Reading today's email from Sojonet quoted at length a recent speech from Gordon Brown, the new PM in Britain. The Prime Minister's entire speech in online at: http://www.number-10.gov.uk/output/Page12755.asp

It seems as if the people of Great Britain are fortunate to have a leader that understands that the international push of the Jubilee initiatives from the Vatican and rocker Bono are moving too slowly. Inspired by the call for Jubilee, the UN developed the Millennium Development Goals.

Brown said that we're moving too slowly and that, "our pace is too slow; our direction too uncertain; our vision at risk. ... We cannot allow our promises that became pledges to descend into just aspirations, and then wishful thinking, and then only words that symbolize broken promises."

He then challenged his audience:

And so my argument is simple: The greatest of evils that touches the deepest places of conscience demands the greatest of endeavor. The greatest of challenges now demands the boldest of initiatives. To address the worst of poverty we urgently need to summon up the best efforts of humanity.

I want to summon into existence the greatest coalition of conscience in pursuit of the greatest of causes. And I firmly believe that if we can discover common purpose there is no failing in today's world that cannot be addressed by mobilizing our strengths, no individual struggle that drags people down that cannot benefit from a renewed public purpose that can lift people up.
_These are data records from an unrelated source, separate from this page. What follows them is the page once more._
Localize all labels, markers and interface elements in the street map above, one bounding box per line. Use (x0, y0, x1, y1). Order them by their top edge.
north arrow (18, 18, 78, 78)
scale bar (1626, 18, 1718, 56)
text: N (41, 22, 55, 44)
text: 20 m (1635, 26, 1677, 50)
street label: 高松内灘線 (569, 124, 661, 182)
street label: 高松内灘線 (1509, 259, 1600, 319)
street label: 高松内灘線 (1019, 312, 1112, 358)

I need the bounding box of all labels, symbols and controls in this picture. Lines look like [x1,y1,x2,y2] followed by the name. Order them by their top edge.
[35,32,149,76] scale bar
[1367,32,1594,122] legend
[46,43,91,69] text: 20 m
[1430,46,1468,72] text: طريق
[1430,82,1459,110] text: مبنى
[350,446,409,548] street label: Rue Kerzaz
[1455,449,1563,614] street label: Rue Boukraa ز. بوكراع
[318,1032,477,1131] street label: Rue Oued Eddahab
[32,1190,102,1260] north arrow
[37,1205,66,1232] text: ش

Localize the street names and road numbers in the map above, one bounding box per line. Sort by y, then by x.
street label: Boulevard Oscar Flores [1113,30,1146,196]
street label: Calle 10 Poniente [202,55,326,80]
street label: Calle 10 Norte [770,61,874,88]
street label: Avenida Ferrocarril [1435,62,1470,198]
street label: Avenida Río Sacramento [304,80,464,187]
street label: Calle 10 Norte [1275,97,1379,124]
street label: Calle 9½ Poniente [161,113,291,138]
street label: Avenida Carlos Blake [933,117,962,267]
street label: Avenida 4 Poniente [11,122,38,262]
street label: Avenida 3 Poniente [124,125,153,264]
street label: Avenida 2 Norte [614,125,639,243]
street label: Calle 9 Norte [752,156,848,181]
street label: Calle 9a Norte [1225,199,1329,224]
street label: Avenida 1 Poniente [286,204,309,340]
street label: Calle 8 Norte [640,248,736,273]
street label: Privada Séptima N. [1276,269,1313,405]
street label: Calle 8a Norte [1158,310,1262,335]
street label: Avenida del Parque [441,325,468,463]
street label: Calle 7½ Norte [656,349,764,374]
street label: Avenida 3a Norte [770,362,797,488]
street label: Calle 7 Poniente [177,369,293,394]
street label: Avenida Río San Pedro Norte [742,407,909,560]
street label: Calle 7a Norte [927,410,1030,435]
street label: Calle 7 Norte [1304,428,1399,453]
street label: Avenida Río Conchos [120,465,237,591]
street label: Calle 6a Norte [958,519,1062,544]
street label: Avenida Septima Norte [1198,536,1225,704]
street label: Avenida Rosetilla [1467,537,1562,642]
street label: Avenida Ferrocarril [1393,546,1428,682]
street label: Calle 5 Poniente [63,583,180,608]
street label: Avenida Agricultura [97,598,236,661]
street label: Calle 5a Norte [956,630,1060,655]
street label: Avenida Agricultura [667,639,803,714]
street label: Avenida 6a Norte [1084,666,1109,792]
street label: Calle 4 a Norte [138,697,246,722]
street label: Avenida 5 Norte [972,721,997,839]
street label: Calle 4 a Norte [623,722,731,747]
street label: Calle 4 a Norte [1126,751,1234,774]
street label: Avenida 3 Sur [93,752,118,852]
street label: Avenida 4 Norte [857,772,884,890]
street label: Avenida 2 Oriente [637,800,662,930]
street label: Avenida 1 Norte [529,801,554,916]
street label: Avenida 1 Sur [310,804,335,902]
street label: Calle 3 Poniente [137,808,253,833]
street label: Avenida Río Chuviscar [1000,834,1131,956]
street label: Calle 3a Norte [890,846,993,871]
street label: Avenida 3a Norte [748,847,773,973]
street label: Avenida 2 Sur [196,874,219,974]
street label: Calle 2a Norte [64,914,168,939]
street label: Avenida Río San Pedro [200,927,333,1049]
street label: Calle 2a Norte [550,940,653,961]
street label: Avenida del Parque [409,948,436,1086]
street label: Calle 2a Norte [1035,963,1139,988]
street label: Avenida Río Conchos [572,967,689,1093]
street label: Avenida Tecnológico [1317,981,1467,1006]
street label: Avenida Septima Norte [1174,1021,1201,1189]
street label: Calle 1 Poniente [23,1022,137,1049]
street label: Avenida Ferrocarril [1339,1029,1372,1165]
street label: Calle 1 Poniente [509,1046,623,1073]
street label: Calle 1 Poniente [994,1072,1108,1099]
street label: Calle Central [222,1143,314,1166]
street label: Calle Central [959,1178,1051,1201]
To find that common purpose, he said:

Our objectives cannot be achieved by governments alone, however well-intentioned; or private sector alone, however generous; or NGOs or faith groups alone, however well-meaning or determined—it can only be achieved in a genuine partnership together.

After addressing governments and businesses, the prime minister went on:

Let me say to faith groups and NGOs—your moral outrage at avoidable poverty has led you to work for the greatest of causes, the highest of ideals, and become the leaders of the campaign to make poverty history. Imagine what more you can accomplish if the energy to oppose and expose harnessed to the energy to propose and inspire is given more support by the rest of us—businesses, citizens, and governments.

Reflecting momentarily on the theological nature of the call to a common purpose to depose poverty, the struggle of common purposes is what alludes us. A missional ecclesiology needs to take into consideration the opportunity to join in a common task to serve a common earth in a common need. Yet, there are numerous NGOs that are religious in orientation that refuse to work together. Many reasons are used to justify the lack of shared effort. But one that is often noticeable is the theological filters that keep us from being "unequally yoked" with others who may not share the same theological commitments.

For instance, in my state there are many social ills. There is a great need for community development to organize and meet these shared needs. However, there are several religious bodies that will not work together if other religious bodies come to the table. A hope arising from a postfoundational posture is that we might be able to come to a common text (not only sacred writings, but demographics, narratives of social experiences, etc) and hear these together. But as long as we come with foundational assumptions of "right" and "left", we are bound to leave the poor in their poverty while we waste our time wondering if we are more correct that others, or less sullied by their presence.

So much for today's rant....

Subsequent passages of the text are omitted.